That men mean distinct and separate things when they speak of constitutions and of governments, is evident; or why are those terms distinctly and separately used? A constitution is not the act of a government, but of a people constituting a government; and government without a constitution, is power without a right.

All power exercised over a nation, must have some beginning. It must either be delegated or assumed. There are no other sources. All delegated power is trust, and all assumed power is usurpation. Time does not alter the nature and quality of either.

In viewing this subject, the case and circumstances of America present themselves as in the beginning of a world; and our enquiry into the origin of government is shortened, by referring to the facts that have arisen in our own day. We have no occasion to roam for information into the obscure field of antiquity, nor hazard ourselves upon conjecture. We are brought at once to the point of seeing government begin, as if we had lived in the beginning of time. The real volume, not of history, but of facts, is directly before us, unmutilated by contrivance, or the errors of tradition.

I will here concisely state the commencement of the American constitutions; by which the difference between constitutions and governments will sufficiently appear.

It may not appear improper to remind the reader that the United States of America consist of thirteen separate states, each of which established a government for itself, after the declaration of independence, done the 4th of July, 1776. Each state acted independently of the rest, in forming its governments; but the same general principle pervades the whole.
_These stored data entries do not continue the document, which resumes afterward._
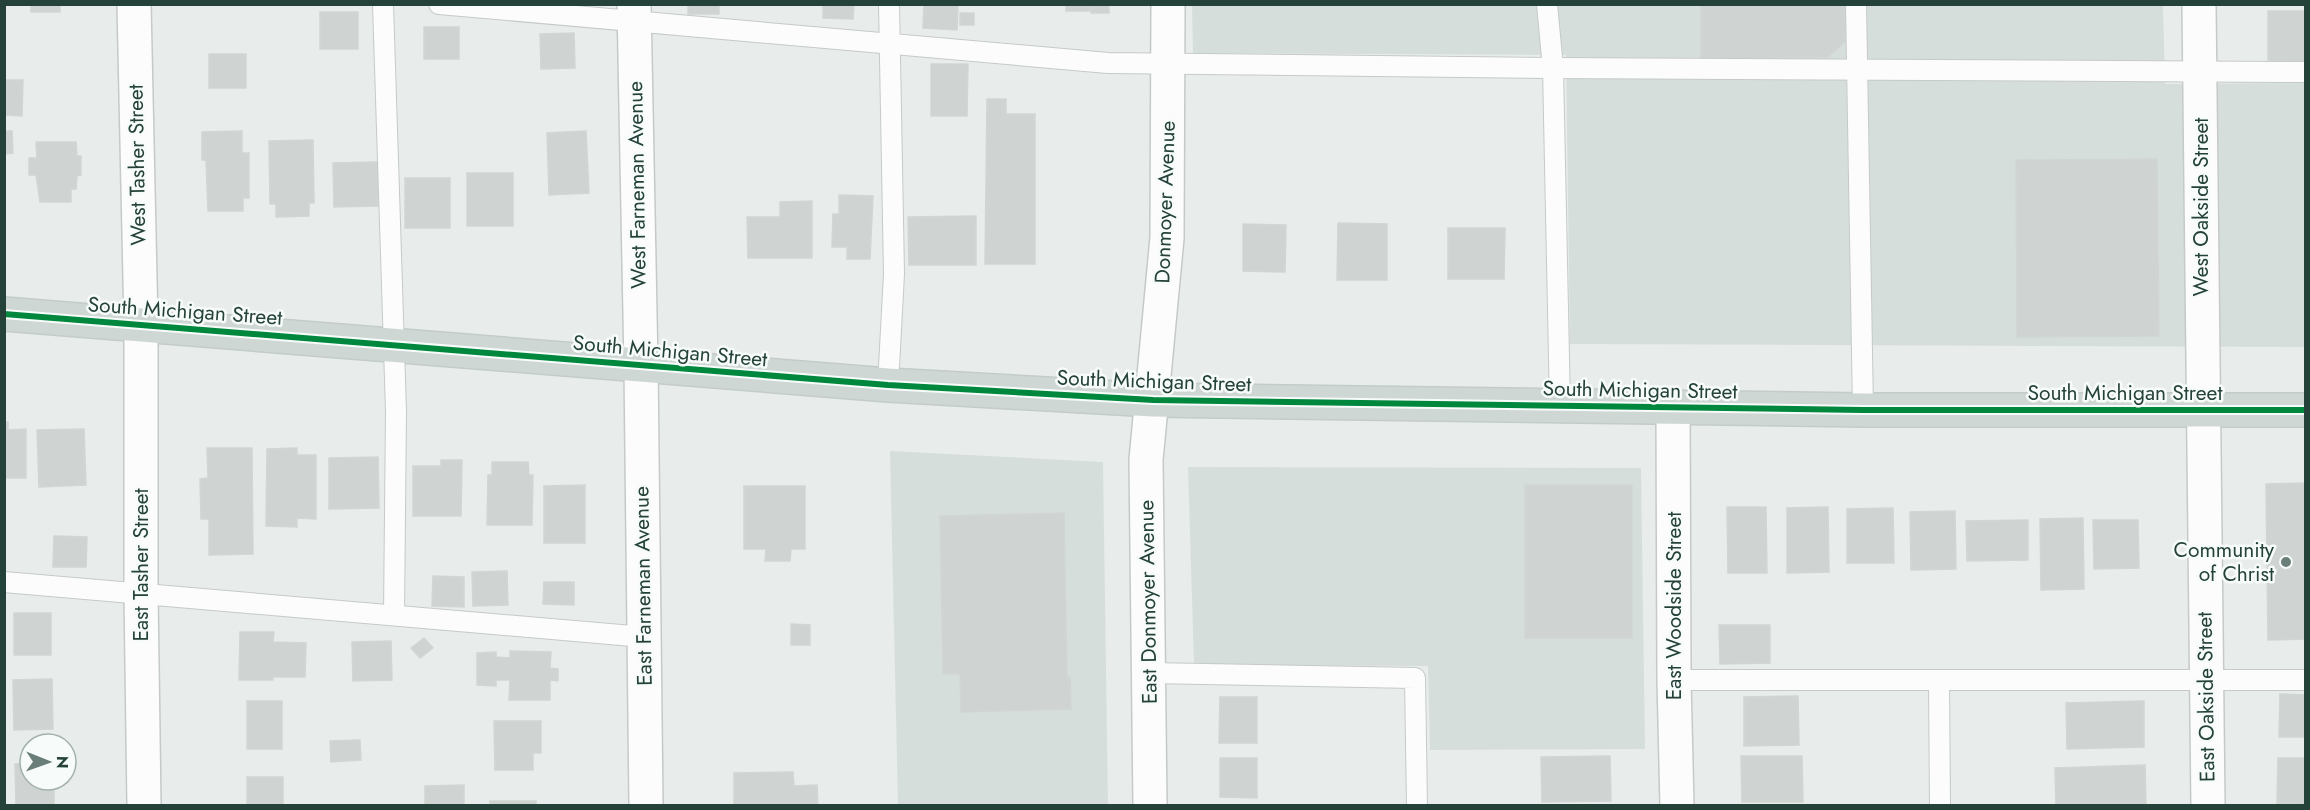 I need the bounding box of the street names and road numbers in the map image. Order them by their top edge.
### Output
street label: West Farneman Avenue [620,81,654,289]
street label: West Tasher Street [121,84,153,246]
street label: West Oakside Street [2186,118,2216,296]
street label: Donmoyer Avenue [1147,120,1183,284]
street label: South Michigan Street [87,289,283,333]
street label: South Michigan Street [572,328,768,374]
street label: South Michigan Street [1056,363,1252,399]
street label: South Michigan Street [1542,373,1738,407]
street label: South Michigan Street [2028,378,2222,408]
street label: East Farneman Avenue [626,486,660,686]
street label: East Tasher Street [126,488,156,642]
street label: East Donmoyer Avenue [1131,499,1165,704]
street label: East Woodside Street [1659,512,1689,700]
street label: East Oakside Street [2190,612,2222,782] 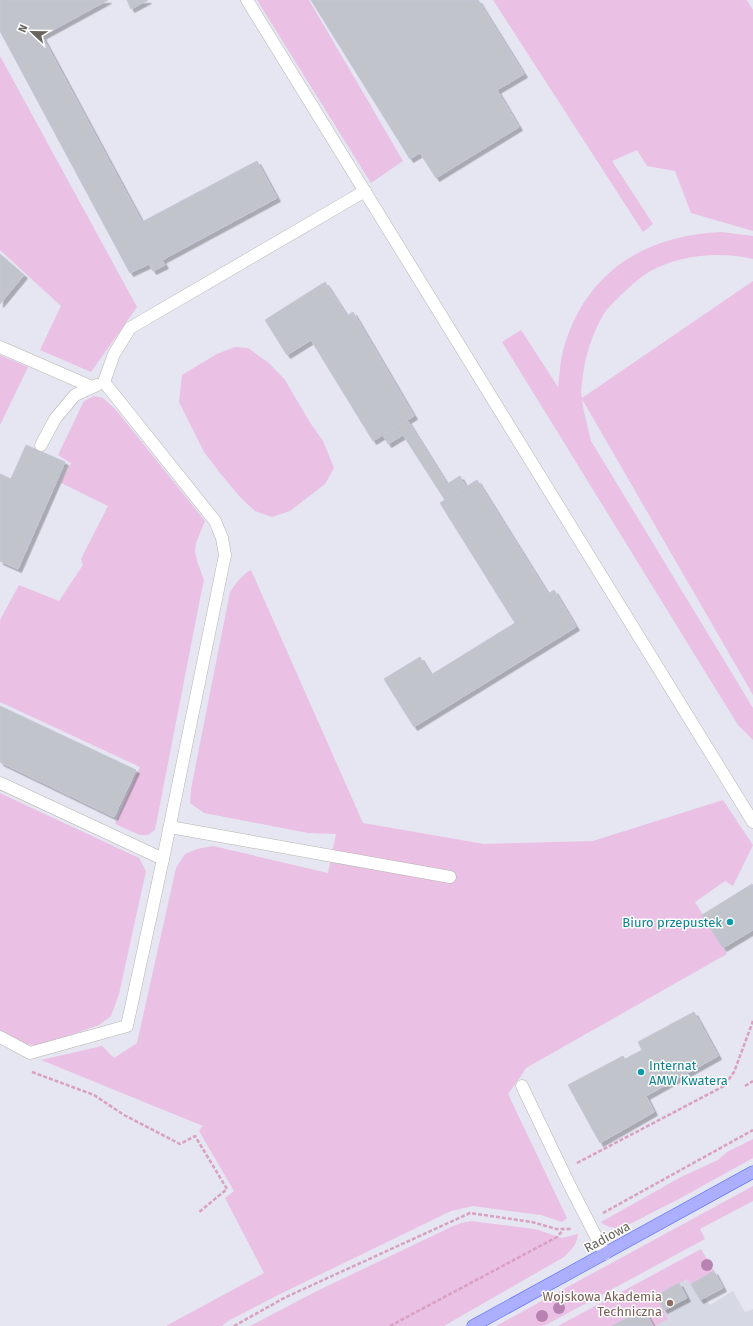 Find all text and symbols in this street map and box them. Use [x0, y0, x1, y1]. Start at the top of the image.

When the several state governments were formed, they proceeded to form the federal government, that acts over the whole in all matters which concern the interest of the whole, or which relate to the intercourse of the several states with each other, or with foreign nations. I will begin with giving an instance from one of the state governments (that of Pennsylvania) and then proceed to the federal government.

The state of Pennsylvania, though nearly of the same extent of territory as England, was then divided into only twelve counties. Each of those counties had elected a committee at the commencement of the dispute with the English government; and as the city of Philadelphia, which also had its committee, was the most central for intelligence, it became the center of communication to the several country committees. When it became necessary to proceed to the formation of a government, the committee of Philadelphia proposed a conference of all the committees, to be held in that city, and which met the latter end of July, 1776.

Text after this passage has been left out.